Si nous sommes seuls, certainement notre histoire est réduite… tout au plus à quelques décennies. Mais si nous nous reconnaissons comme membre de communautés, alors notre histoire est davantage : elle peut être centenaire, millénaire. Ainsi, notre héritage, nos valeurs… sont fécondées.
L’identité est cette part qui nous rend identiques, elle est donc constituée de ces biens communs qui ne nous appartiennent pas en propre et nous aide à devenir. C’est tout l’intérêt de la notion d’identité qui s’articule si heureusement avec le concept d’ipséité, notre « identité propre ». C’est ce qui fait qu’une personne est unique et absolument distincte d’une autre. Dans son ancienne devise : « Chaque élève est une personne unique », notre établissement avait mis l’accent sur l’ipséité. Dans sa nouvelle devise : « Deviens ce que tu es » le Collège épiscopal Saint Etienne a rassemblé ipséité et identité, rappelant à chacun qu’il est aussi par la grâce d’Autrui.
Plus encore, comme le rappelle le concile Vatican II dans sa constitution dogmatique Dei Verbum : « La sainte Tradition et la Sainte Écriture constituent un unique dépôt sacré de la Parole de Dieu, confié à l’Église » (n°10). En effet, la Révélation est toute entière donnée dans la Sainte Ecriture que nous pouvons accueillir personnellement et en communauté. La Révélation est notamment explicitée par la sainte Tradition c’est-à-dire la transmission manifestée pour partie dans la vie des saints. Saint Etienne, Sainte Attale… les baptisés des siècles passés nous partagent donc un témoignage qui soutient notre vie en Christ. C’est ce qu’illustre spécialement le programme de quatrième du Référentiel pour l’enseignement religieux dans les classes de collège de nos établissements catholiques d’enseignement dans sa dimension hagiographique -la biographie des saints-.

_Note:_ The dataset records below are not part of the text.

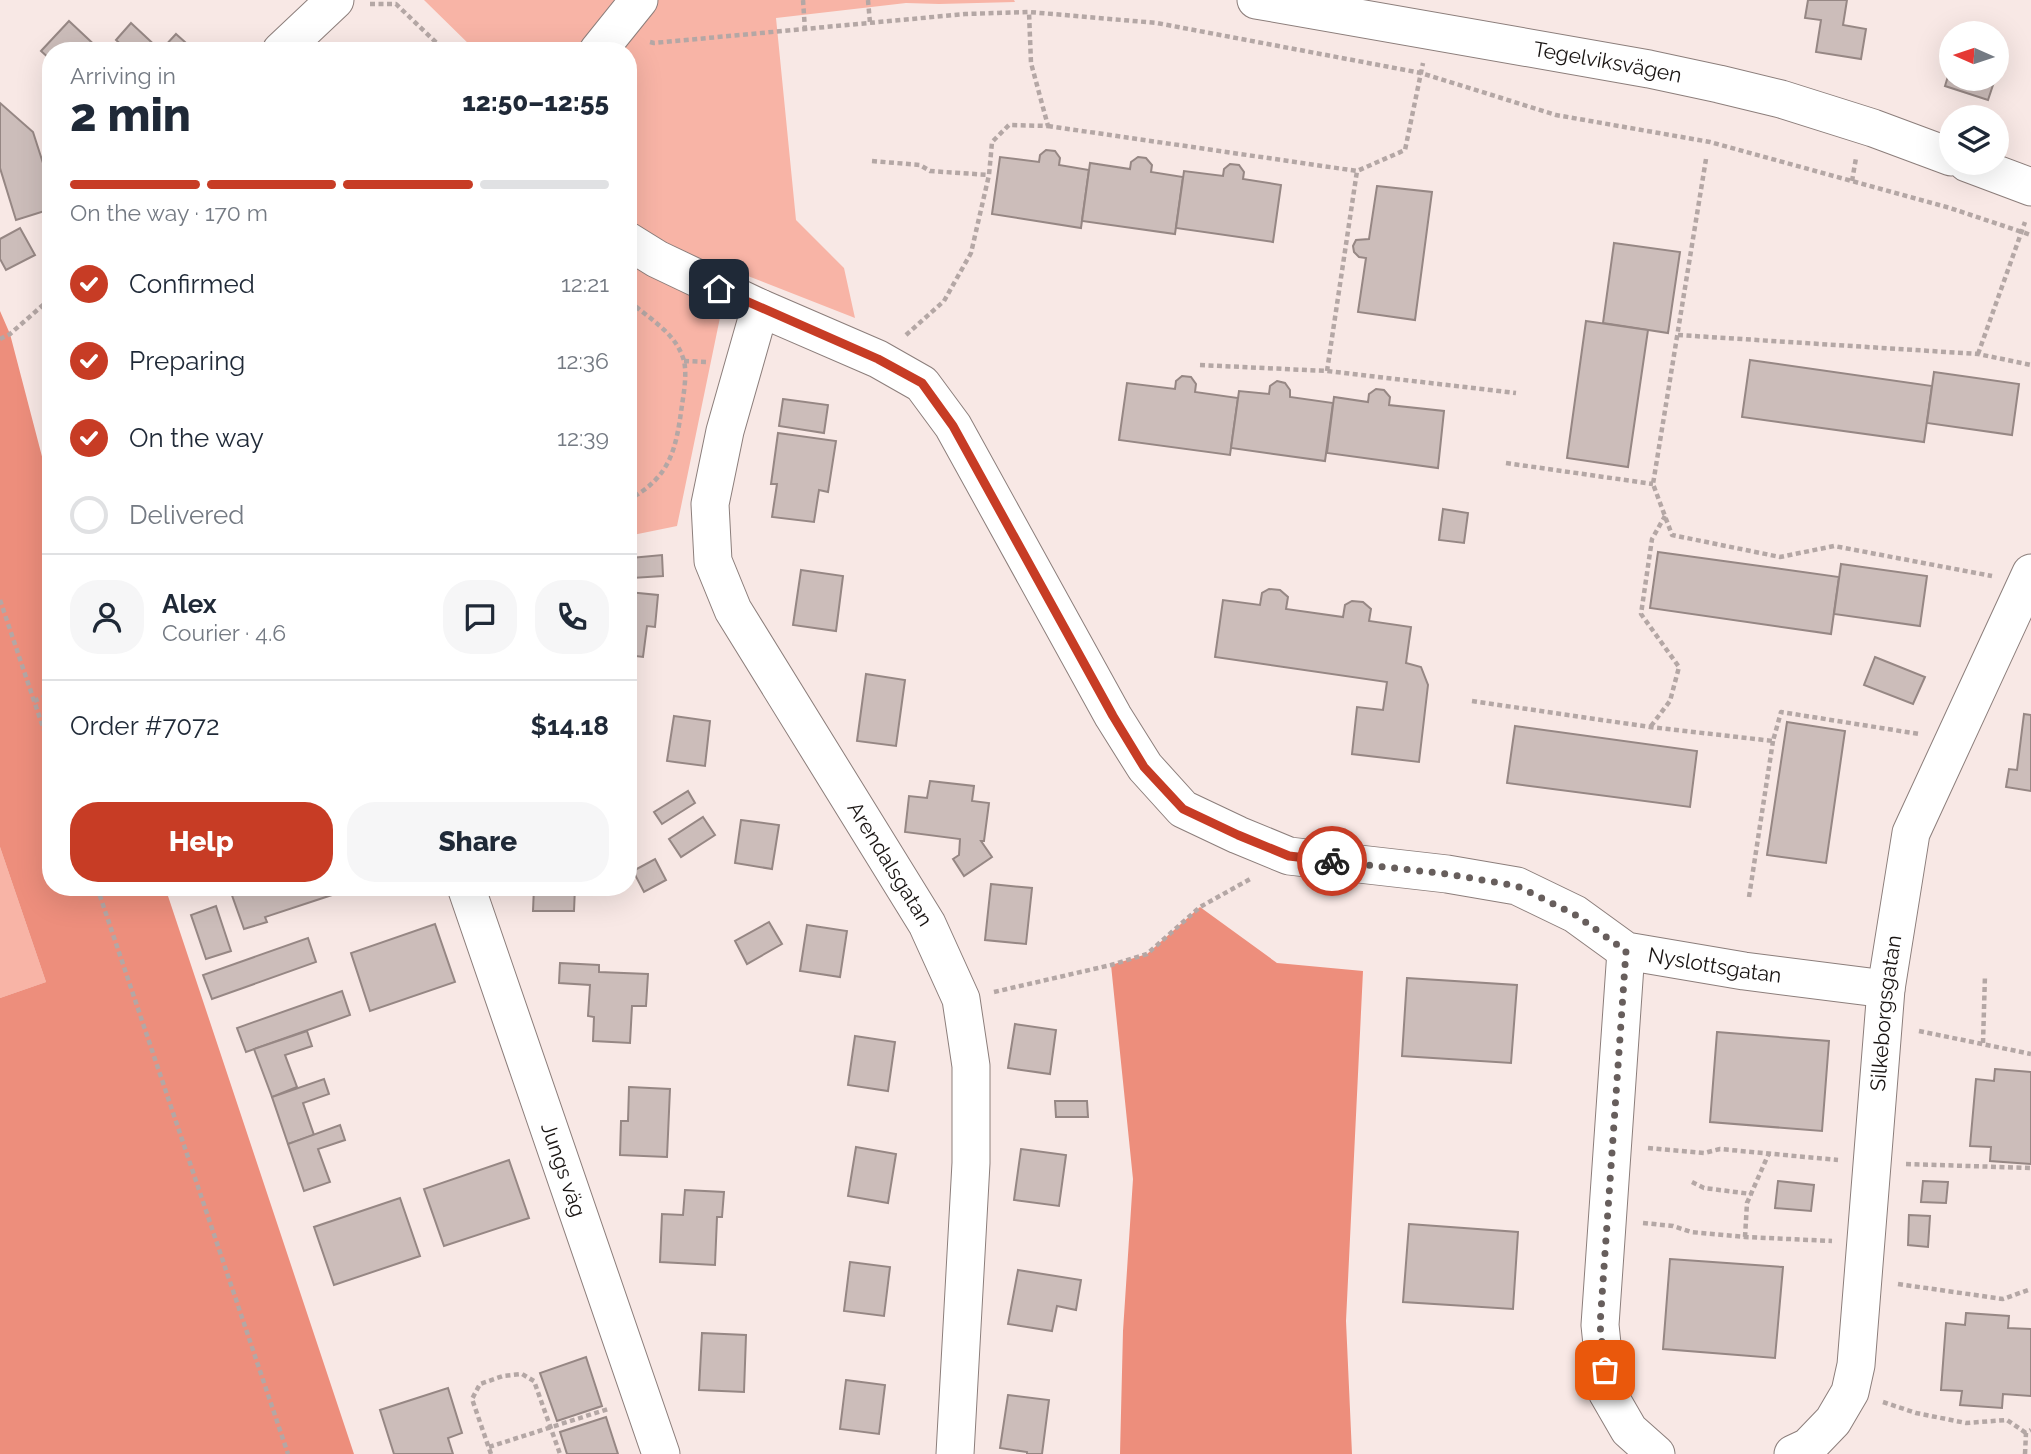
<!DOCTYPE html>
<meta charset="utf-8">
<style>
body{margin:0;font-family:Raleway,sans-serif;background:#f6f6f7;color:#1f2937;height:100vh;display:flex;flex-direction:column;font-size:26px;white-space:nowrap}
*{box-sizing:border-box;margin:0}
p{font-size:23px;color:#747a83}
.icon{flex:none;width:38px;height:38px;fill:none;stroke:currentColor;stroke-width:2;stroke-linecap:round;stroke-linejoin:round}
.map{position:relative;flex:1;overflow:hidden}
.sheet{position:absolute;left:42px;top:42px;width:595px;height:854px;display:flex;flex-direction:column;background:#fff;border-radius:28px;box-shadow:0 7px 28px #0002}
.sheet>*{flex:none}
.needle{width:46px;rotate:273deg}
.buttons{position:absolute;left:1939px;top:21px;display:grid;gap:14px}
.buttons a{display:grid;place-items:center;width:70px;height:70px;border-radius:50%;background:#fff;box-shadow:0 7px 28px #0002;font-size:35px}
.pin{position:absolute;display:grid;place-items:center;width:60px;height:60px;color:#fff;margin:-30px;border-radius:14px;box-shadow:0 4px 10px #0006}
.courier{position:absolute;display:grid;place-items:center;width:70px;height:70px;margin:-35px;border:5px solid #c73c25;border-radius:50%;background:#fff;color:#222;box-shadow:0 2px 9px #0007}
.head em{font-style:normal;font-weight:800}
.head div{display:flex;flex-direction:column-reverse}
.head{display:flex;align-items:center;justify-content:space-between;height:119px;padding:0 28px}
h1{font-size:46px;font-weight:800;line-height:52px}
.bar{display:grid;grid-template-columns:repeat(4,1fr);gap:10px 7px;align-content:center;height:84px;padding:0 28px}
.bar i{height:9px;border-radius:5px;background:#e0e1e3}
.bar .on{background:#c73c25}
.bar p{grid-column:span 4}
.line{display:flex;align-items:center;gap:18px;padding:0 28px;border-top:2px solid #e0e1e3}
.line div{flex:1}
.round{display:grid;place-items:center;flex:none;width:74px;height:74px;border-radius:28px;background:#f6f6f7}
ol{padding:0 28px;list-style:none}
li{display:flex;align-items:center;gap:21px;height:77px}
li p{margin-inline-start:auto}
li .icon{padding:7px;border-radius:50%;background:#c73c25;color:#fff;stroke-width:4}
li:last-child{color:#747a83}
li i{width:38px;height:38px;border:4px solid #e0e1e3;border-radius:50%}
.cta{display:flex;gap:14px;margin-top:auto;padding:14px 28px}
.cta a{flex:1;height:80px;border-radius:28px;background:#c73c25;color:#fff;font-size:28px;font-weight:800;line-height:80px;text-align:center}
.cta a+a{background:#f6f6f7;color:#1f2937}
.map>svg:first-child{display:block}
.green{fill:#f8b4a6}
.forest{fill:#ed8e7c}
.building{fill:#ccbdba;stroke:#968784;stroke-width:2}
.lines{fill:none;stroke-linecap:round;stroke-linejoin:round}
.minor-casing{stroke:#8c7e7b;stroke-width:39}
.path{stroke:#b4a7a5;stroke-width:4.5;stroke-dasharray:5 3.5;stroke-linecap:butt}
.minor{stroke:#fff;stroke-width:37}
.done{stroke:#675e5c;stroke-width:7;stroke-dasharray:0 12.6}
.route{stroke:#c73c25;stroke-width:9}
.labels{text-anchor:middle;stroke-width:5;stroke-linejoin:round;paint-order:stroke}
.street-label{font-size:21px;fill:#191412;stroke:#f8e8e5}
</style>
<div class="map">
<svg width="2031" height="1454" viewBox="0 0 2031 1454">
<rect width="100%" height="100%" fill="#f8e8e5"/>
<g class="green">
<polygon points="424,0 1014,0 1015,2 939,4 906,3 776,18 796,220 844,268 855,318 730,269 677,526 628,536 628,51 476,51"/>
<polygon points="0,847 46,982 0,998"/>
</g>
<g class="forest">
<polygon points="0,311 10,334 51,491 51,887 165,887 354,1454 0,1454 0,998 46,982 0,847"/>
<polygon points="1200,907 1277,963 1363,971 1346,1321 1352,1454 1120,1454 1123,1331 1133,1179 1111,965 1147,954"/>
</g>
<g class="building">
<polygon points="1808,0 1847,0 1843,25 1866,29 1861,59 1816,52 1821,20 1805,18"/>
<polygon points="69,21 101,51 51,51 51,60 41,51"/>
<polygon points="131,23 161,51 128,51 116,40"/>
<polygon points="176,34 195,51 165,51 162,49"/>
<polygon points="1951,66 1951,79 1995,79 1988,100 1945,86"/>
<polygon points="0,103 33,132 51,188 51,209 16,220 0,168"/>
<polygon points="1046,150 1055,151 1060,158 1059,165 1089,170 1081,228 992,214 1000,157 1039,162 1040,155"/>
<polygon points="1138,157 1146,158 1152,165 1151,172 1183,177 1175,234 1082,221 1090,163 1130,169 1131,162"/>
<polygon points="1230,164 1239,165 1244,172 1243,179 1281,185 1273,242 1176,228 1184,171 1223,176 1224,169"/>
<polygon points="1377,186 1432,192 1415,320 1358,312 1366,258 1359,257 1354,252 1353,246 1356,240 1369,239"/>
<polygon points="20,228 35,255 6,270 0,259 0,239"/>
<polygon points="1614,243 1680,252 1668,333 1603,323"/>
<polygon points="1586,321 1648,330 1628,467 1567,458"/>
<polygon points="1750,360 1932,386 1924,442 1742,417"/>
<polygon points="1934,372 2019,384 2012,435 1927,423"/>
<polygon points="1182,376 1191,377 1196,384 1195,392 1238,398 1230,455 1119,440 1127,383 1175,389 1176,381"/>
<polygon points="1277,381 1285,383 1290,390 1290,397 1333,403 1325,461 1231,448 1239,391 1269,394 1270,386"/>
<polygon points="1376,389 1384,390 1390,397 1389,405 1444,411 1438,468 1327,453 1334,397 1368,402 1369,394"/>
<polygon points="783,399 828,405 824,433 779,426"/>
<polygon points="778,433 836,441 828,492 819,490 814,522 772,517 777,484 771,484"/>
<polygon points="1443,509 1468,513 1464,543 1439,540"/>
<polygon points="1658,552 1839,577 1831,634 1650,608"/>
<polygon points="662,555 663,576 632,578 631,558"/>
<polygon points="1841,564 1927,576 1920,626 1834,614"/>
<polygon points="801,570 843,576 836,631 793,625"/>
<polygon points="1269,589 1280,590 1288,597 1286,609 1343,617 1345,605 1352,601 1363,602 1371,609 1369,621 1411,627 1406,663 1421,667 1428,685 1419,762 1352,754 1357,707 1383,710 1387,682 1215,657 1223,600 1260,605 1262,593"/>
<polygon points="628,592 658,595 655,627 647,626 643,657 628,655"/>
<polygon points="1875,657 1925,677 1913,704 1864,685"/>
<polygon points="866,674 905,680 896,746 857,741"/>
<polygon points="2024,714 2031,715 2031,791 2006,787 2009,769 2017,770"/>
<polygon points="674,716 710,721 705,766 667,761"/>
<polygon points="1787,722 1845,731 1826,863 1767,855"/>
<polygon points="1515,726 1697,751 1690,807 1507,783"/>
<polygon points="930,781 974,786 972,801 989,803 984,841 981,841 992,857 964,876 953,859 959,855 960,839 905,832 909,796 927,798"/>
<polygon points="688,791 695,803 662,824 654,812"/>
<polygon points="703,817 715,835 681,857 669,839"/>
<polygon points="741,820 779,825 772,869 735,863"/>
<polygon points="655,859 666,880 644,892 633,871"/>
<polygon points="991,884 1032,888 1026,944 985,940"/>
<polygon points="229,887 333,887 335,894 265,917 267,922 244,929"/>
<polygon points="534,887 575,887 574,911 533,911"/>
<polygon points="216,906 231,951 206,959 191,915"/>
<polygon points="769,922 782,944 747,964 735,941"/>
<polygon points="435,924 455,982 370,1011 351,953"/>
<polygon points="807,925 847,931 840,977 800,971"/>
<polygon points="308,938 316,962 212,999 203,975"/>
<polygon points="560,963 599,965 599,972 648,974 646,1006 632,1006 630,1043 593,1041 594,1017 588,1016 590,985 559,983"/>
<polygon points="1407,978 1517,985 1511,1063 1402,1056"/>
<polygon points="342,991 350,1015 246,1052 237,1028"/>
<polygon points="1015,1024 1056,1030 1050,1074 1008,1068"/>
<polygon points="307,1031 312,1046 285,1055 297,1087 272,1097 254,1049"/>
<polygon points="1717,1032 1829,1041 1822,1131 1710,1122"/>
<polygon points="855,1036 895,1042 888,1091 848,1085"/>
<polygon points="1995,1069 2031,1072 2031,1164 1990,1161 1991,1147 1970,1146 1976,1079 1994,1081"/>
<polygon points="324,1079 329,1094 303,1103 314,1135 288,1144 272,1097"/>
<polygon points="629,1087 670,1089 667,1157 620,1155 621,1121 628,1121"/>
<polygon points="1055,1101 1087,1101 1088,1117 1056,1117"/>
<polygon points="340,1125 345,1140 318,1149 330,1182 304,1191 288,1144"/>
<polygon points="856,1147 896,1154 888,1203 848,1196"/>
<polygon points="1021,1149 1066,1155 1059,1206 1014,1200"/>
<polygon points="509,1160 529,1218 444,1246 424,1189"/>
<polygon points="1778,1181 1814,1185 1811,1211 1775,1208"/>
<polygon points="1923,1181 1948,1182 1946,1203 1921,1202"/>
<polygon points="685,1190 724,1192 722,1217 717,1217 715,1265 660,1262 662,1214 683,1215"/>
<polygon points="400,1198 420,1256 334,1285 314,1227"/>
<polygon points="1909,1215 1930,1216 1928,1247 1908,1245"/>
<polygon points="1409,1224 1518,1232 1513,1309 1403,1302"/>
<polygon points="1670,1259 1783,1267 1775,1358 1663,1349"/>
<polygon points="850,1262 890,1267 884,1316 844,1311"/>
<polygon points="1018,1270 1081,1280 1076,1310 1057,1306 1052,1331 1008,1324"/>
<polygon points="1966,1313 2009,1316 2008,1328 2031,1329 2031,1396 2003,1394 2002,1408 1960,1405 1962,1391 1941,1390 1946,1323 1965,1325"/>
<polygon points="702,1333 746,1335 744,1392 699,1390"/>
<polygon points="586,1357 602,1406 557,1421 540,1373"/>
<polygon points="846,1380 885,1385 879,1434 840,1429"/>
<polygon points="448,1388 462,1433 448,1438 453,1454 394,1454 380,1410"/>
<polygon points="1008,1395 1049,1400 1042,1454 1027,1454 1027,1452 1000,1448"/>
<polygon points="606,1417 618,1454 567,1454 560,1432"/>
</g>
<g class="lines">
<g class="minor-casing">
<g id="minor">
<path id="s1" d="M1256 0 1649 69 1719 84 1781 99 1873 128 1951 157"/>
<polyline points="281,51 335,0"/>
<polyline points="598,51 639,0"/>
<polyline points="1967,163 2031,187"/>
<path id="s2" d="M628 241 657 259 760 308 878 359 922 384 953 426 1113 716 1145 767 1183 809 1238 835 1289 856 1447 874 1517 886 1575 914 1626 951 1744 971 1886 989"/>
<path id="s3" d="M760 308 725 431 710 504 713 561 733 610 927 924 961 999 971 1066V1163L955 1454"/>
<path id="s4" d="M466 887 661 1454"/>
<polyline points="1626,951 1600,1325 1607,1392 1629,1430 1656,1454"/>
<path id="s5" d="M1793 1454 1808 1447 1833 1421 1850 1392 1856 1365 1886 989 1911 833 2031 573"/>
</g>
</g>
<g class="path">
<polyline points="803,0 805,30"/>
<polyline points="868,0 870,23"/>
<polyline points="370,4 396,4 445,51"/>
<polyline points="650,42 654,43 965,14 1029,12 1157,23 1421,73 1556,115 1710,142 1950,208 2031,235"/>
<polyline points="1048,126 1357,171 1405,150 1423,63"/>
<polyline points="1706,159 1653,484 1672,535 1780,557 1834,546 1992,576"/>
<polyline points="872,161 920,165 930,171 989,175"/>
<polyline points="1852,181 1856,158"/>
<path d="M628 304 634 305C653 321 677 335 684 361 687 374 684 392 682 405 676 449 671 477 628 500"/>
<polyline points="906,335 944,301 971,253 989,175 992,142 1009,125 1048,126 1031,63 1029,12"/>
<polyline points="1678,335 1978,354 2031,365"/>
<polyline points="0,339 10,334 51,298"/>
<polyline points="1978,354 2025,222"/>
<polyline points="684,361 707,362"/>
<polyline points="1200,365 1327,371 1516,393"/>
<polyline points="1327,371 1357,171"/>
<polyline points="1506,463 1653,484"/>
<polyline points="0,600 51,751"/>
<polyline points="34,701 51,694"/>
<polyline points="1472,701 1650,727 1773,741 1781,712 1919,734"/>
<polyline points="1651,726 1670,701 1679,667 1641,614 1652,539 1665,516"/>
<polyline points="97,887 288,1454"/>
<polyline points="1749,897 1773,741"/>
<polyline points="994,992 1111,965 1147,954 1200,907 1252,878"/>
<polyline points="1919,1031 2031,1054"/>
<polyline points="1983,1043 1985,975"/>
<polyline points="1648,1148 1704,1153 1720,1149 1838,1160"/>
<polyline points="1906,1164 2031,1168"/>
<polyline points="1692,1182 1704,1188 1751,1194"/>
<polyline points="1643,1223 1673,1226 1691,1232 1745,1237 1832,1241"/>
<polyline points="1745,1237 1747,1203 1769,1153"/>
<polyline points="1898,1284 2003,1299 2031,1289"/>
<polyline points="1883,1402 1916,1413 1966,1423 2007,1420 2026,1433"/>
<polyline points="489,1447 608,1409"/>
<polyline points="491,1454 472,1399 480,1384 503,1376 522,1374 534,1381 560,1454"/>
<polyline points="2025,1454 2026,1433 2031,1430"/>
</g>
<use href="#minor" class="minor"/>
</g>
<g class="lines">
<polyline class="done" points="1332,861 1447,874 1517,886 1574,914 1626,951 1600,1325 1605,1370"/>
<polyline class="route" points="719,289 878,359 922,383 953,426 1113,716 1144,767 1183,809 1238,835 1289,856 1332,861"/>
</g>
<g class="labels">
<g class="street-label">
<text dy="7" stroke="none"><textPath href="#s1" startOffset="357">Tegelviksvägen</textPath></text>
<text dy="7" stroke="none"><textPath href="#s3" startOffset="611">Arendalsgatan</textPath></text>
<text dy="7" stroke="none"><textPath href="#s2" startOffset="1391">Nyslottsgatan</textPath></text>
<text dy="7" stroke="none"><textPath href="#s5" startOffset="467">Silkeborgsgatan</textPath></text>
<text dy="7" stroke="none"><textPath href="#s4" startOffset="299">Jungs väg</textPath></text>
</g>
</g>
</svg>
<div class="buttons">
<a><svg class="needle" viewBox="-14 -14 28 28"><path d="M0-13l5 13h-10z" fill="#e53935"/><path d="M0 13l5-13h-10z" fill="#747a83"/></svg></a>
<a><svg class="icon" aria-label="layers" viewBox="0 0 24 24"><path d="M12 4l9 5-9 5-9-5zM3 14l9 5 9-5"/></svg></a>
</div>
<div class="pin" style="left:1605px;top:1370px;background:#ea580c"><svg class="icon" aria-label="bag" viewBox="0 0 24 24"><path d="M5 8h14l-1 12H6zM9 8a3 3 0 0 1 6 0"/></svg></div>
<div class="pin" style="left:719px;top:289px;background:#1f2937"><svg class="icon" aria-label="home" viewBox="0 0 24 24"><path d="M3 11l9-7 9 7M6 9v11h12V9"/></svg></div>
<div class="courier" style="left:1332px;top:861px"><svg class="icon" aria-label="bike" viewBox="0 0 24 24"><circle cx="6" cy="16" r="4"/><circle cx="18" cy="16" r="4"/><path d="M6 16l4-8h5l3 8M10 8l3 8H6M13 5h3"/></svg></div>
<section class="sheet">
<div class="head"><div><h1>2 min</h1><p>Arriving in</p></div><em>12:50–12:55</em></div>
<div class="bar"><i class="on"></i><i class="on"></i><i class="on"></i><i></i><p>On the way · 170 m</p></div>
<ol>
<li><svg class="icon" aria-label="check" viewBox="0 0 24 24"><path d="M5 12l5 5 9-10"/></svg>Confirmed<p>12:21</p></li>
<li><svg class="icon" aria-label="check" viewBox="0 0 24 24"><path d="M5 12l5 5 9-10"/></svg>Preparing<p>12:36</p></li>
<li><svg class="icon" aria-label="check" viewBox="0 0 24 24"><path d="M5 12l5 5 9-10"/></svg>On the way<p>12:39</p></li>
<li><i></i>Delivered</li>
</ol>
<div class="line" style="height:126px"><a class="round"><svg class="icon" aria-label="person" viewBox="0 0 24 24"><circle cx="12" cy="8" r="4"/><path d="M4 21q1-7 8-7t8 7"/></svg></a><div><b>Alex</b><p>Courier · 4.6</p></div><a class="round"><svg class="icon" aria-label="chat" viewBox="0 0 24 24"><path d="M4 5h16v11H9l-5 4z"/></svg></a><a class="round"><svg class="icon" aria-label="phone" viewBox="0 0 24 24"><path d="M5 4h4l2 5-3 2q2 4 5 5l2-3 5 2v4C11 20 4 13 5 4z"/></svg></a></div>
<div class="line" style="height:91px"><div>Order #7072</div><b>$14.18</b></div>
<div class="cta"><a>Help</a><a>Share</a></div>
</section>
</div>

Célébrer ces 1300 ans, c’est évoquer l’histoire et plus encore la Tradition : la transmission de cet essentiel qui donne vie. Malgré quelques vicissitudes, en ce lieu et depuis 1300 ans, une communauté chrétienne est assidue à l’enseignement des apôtres, à la communion fraternelle, à la fraction du pain et aux prières. (cf. Ac 2, 42) Ces chrétiens, comparables au levain dans la pâte (cf. Mt 13, 33ss) sont témoins à leur tour de l’Evangile auprès de leurs contemporains.
Célébrer ces 1300 ans, c’est évoquer l’histoire et plus encore notre identité dans le mystère de l’Incarnation : c’est ici et maintenant qu’il nous faut vivre la Nouvelle Alliance. In fine, un établissement catholique sait qu’il existe par la grâce de Dieu.